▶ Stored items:
Content starts
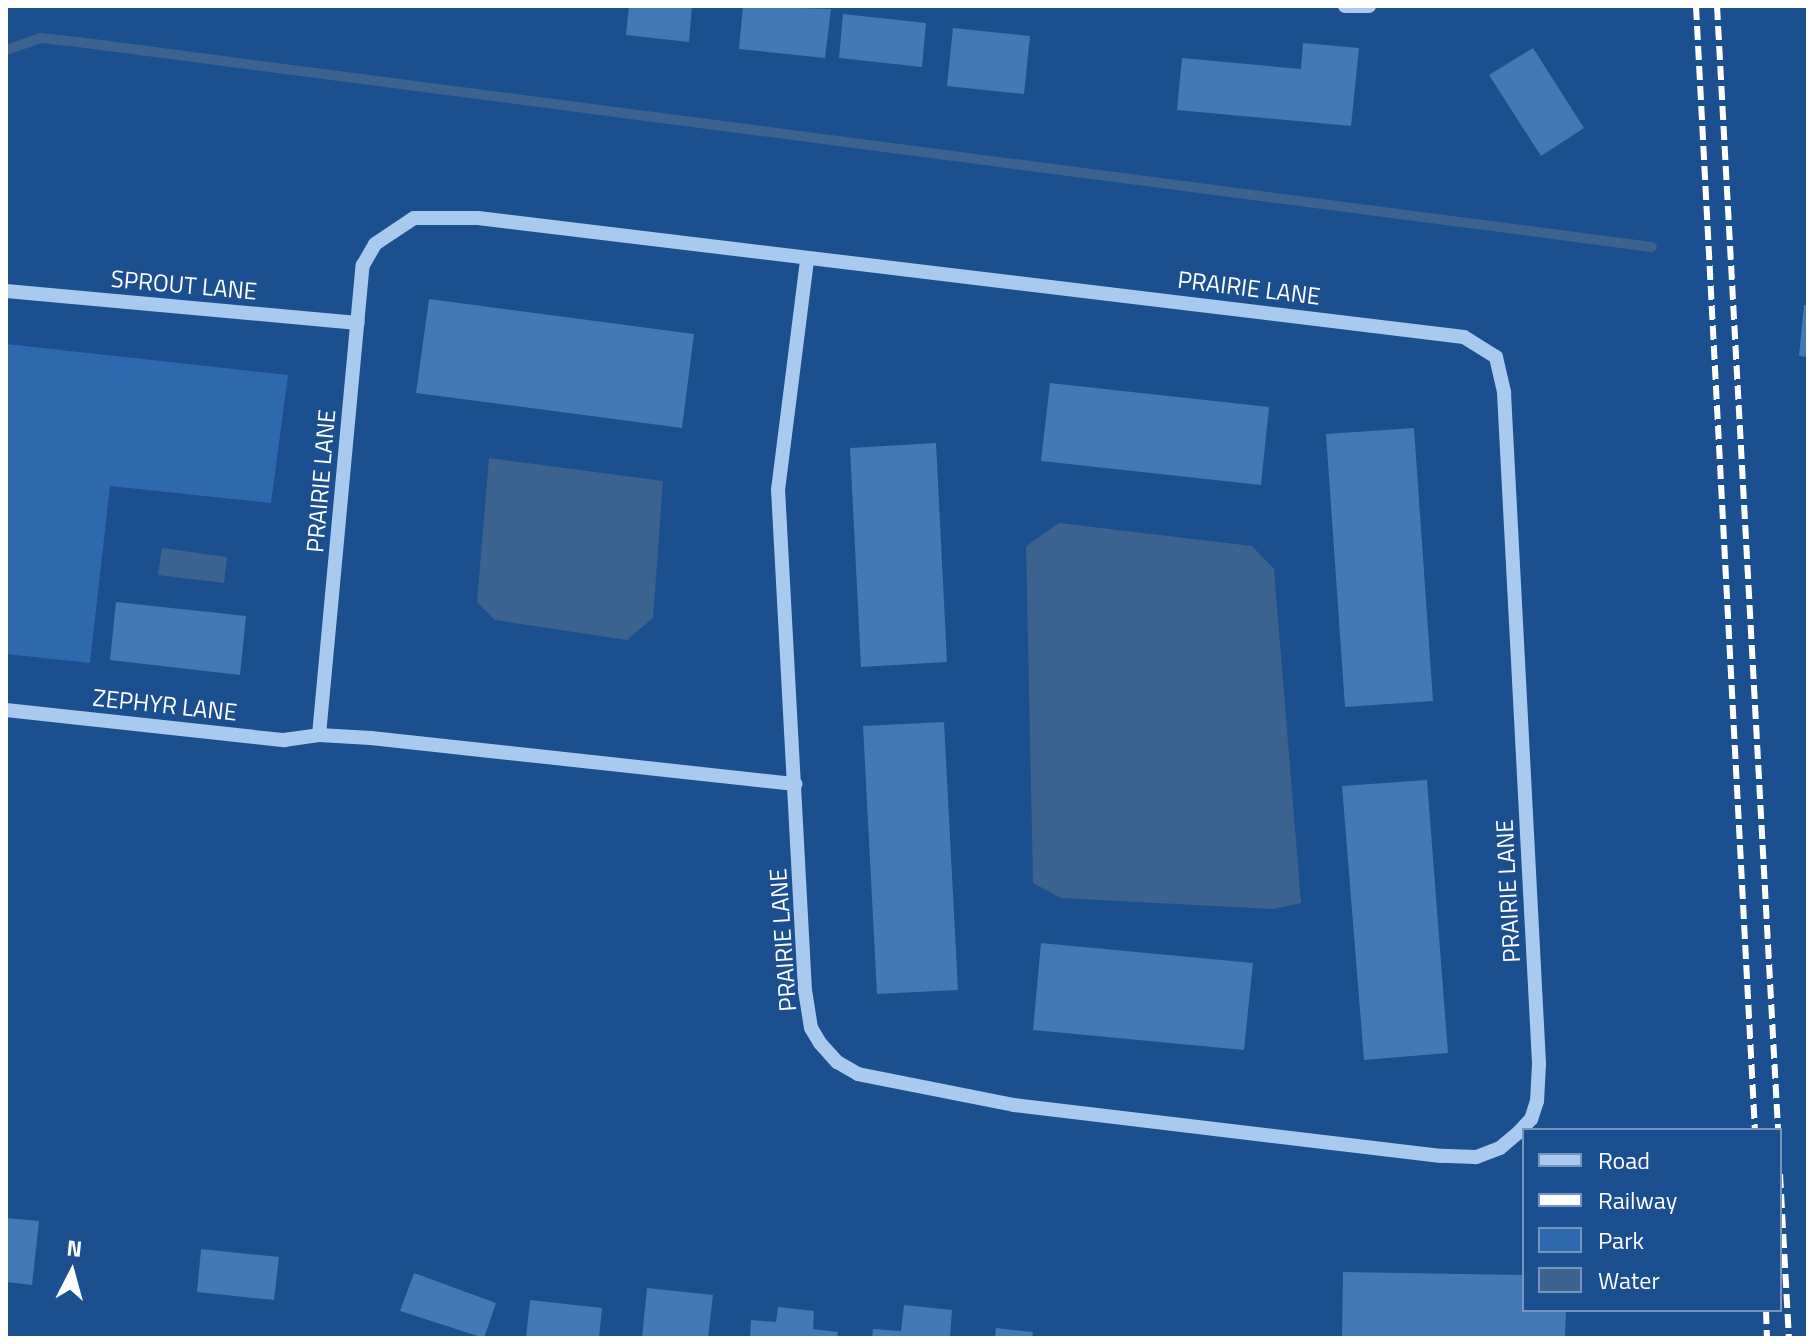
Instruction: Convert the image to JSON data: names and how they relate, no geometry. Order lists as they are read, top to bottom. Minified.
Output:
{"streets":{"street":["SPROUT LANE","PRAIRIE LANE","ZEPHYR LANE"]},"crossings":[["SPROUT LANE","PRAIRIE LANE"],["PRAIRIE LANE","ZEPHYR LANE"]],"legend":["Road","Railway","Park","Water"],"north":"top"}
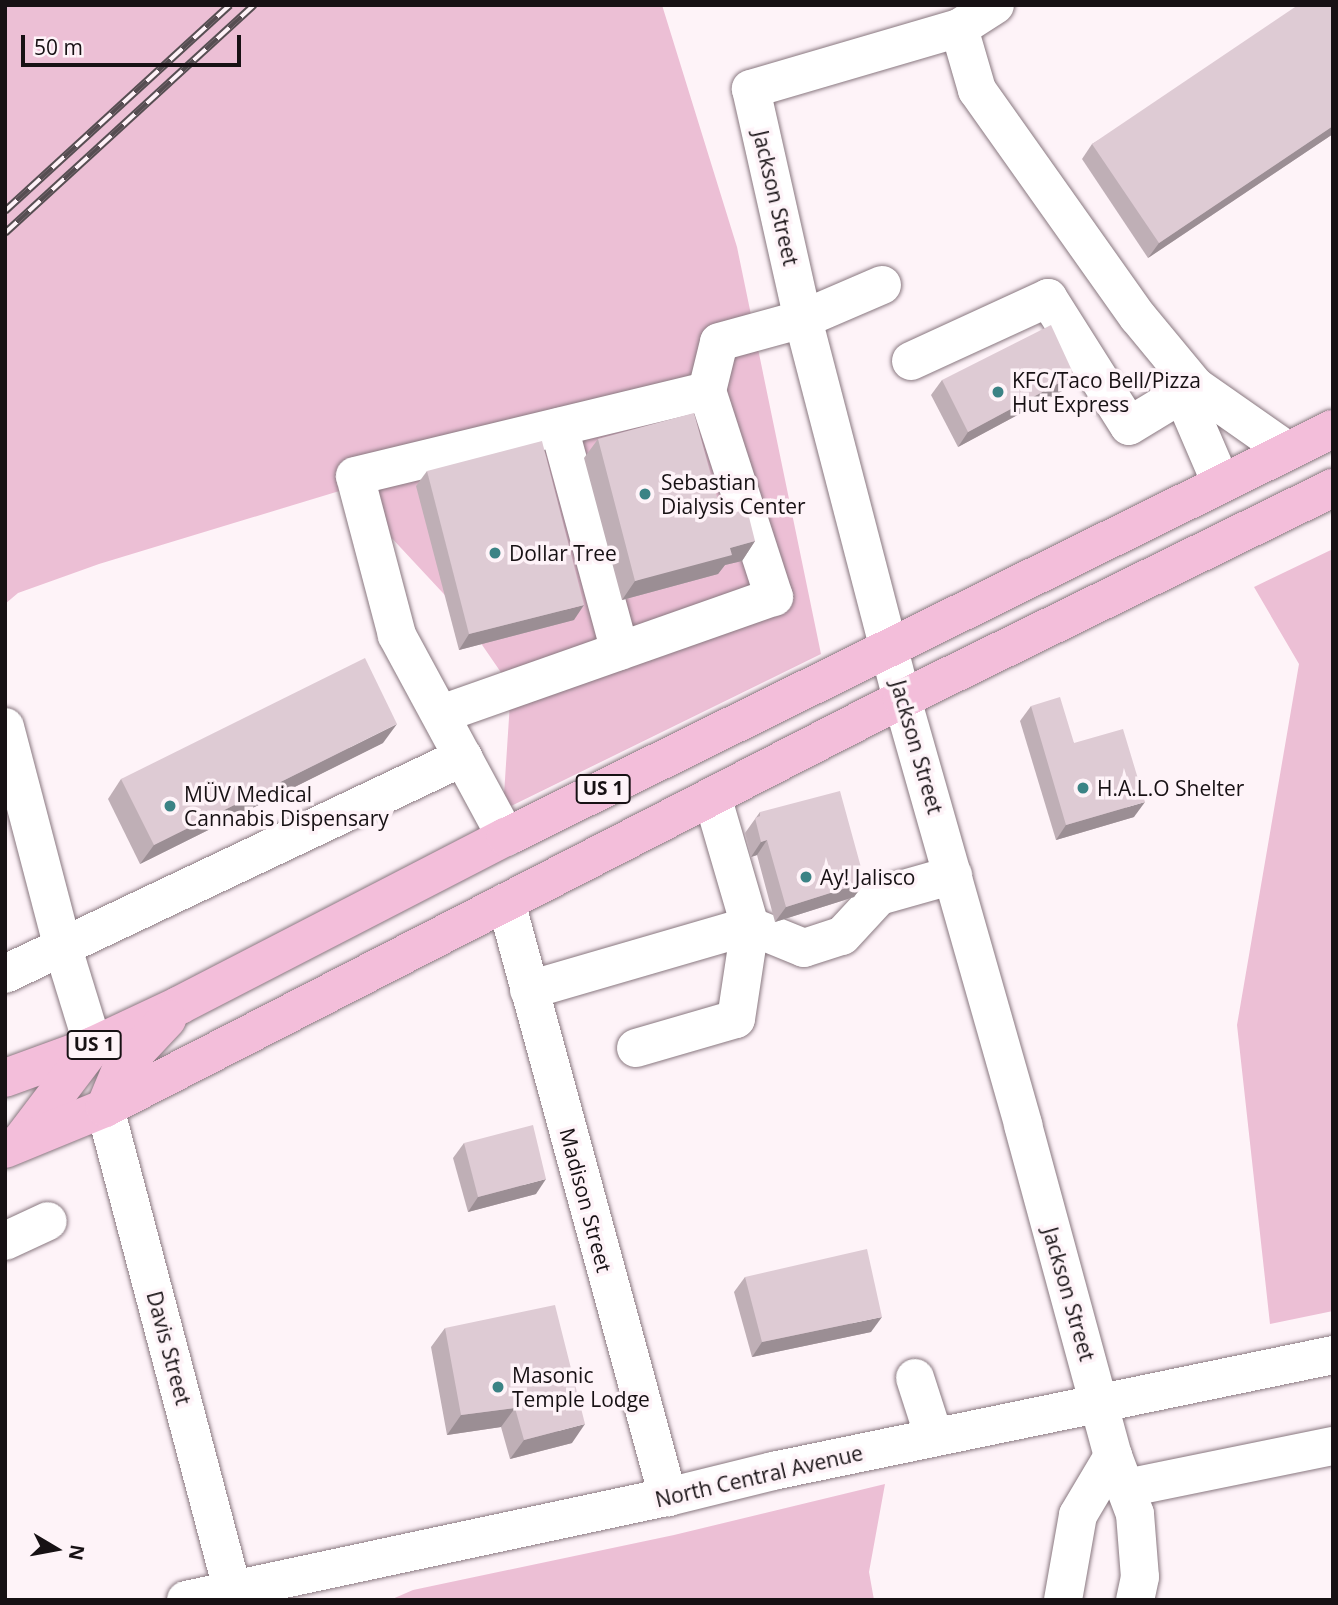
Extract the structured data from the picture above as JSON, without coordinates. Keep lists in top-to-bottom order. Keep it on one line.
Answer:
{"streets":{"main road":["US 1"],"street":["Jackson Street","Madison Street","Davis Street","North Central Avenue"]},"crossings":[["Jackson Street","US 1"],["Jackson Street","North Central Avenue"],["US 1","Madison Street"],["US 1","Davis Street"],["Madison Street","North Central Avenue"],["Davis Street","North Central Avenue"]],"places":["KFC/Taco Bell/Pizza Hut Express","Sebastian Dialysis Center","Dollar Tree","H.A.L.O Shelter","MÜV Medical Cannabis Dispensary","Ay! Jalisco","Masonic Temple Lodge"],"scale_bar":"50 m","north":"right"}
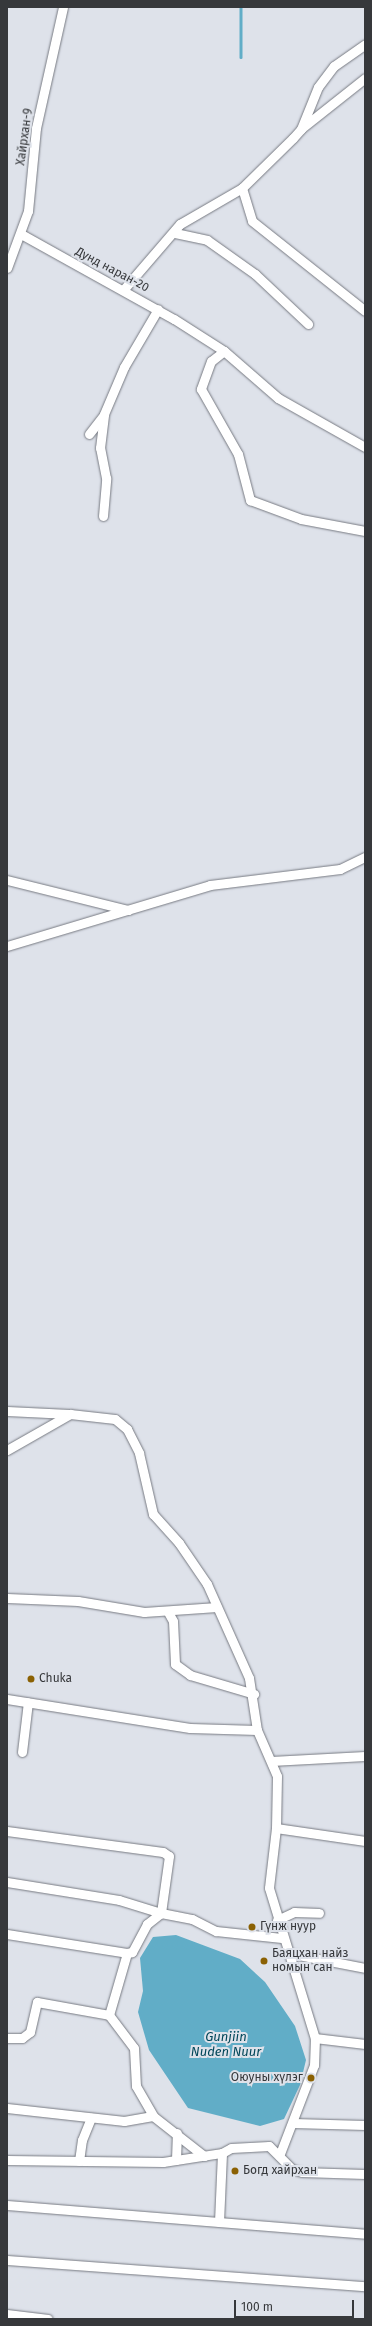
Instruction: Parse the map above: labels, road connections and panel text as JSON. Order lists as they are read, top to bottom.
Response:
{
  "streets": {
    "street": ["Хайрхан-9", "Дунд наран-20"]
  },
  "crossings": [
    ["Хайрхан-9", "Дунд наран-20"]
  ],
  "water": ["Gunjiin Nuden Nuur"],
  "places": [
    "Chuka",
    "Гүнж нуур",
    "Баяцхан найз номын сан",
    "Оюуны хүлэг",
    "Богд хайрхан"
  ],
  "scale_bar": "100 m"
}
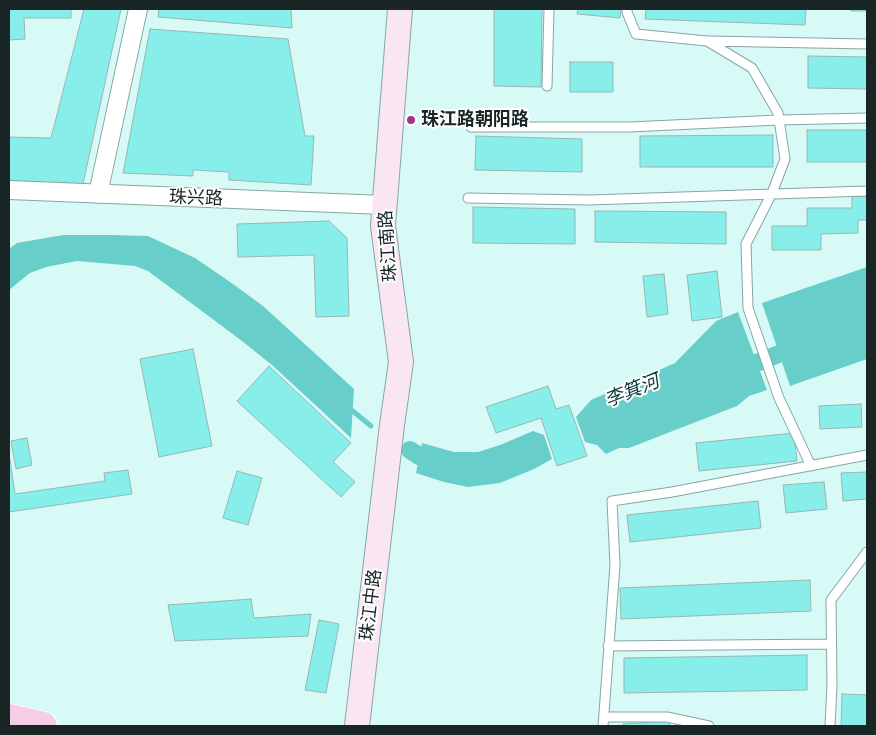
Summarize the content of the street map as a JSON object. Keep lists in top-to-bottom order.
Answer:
Content ends
▶ Your assignment: Taking the line containing "Summarize the content" as the first, please return it and every line after it through the end of the entries, exactly and only those.

▶ Finished exercise:
Summarize the content of the street map as a JSON object. Keep lists in top-to-bottom order.
Answer:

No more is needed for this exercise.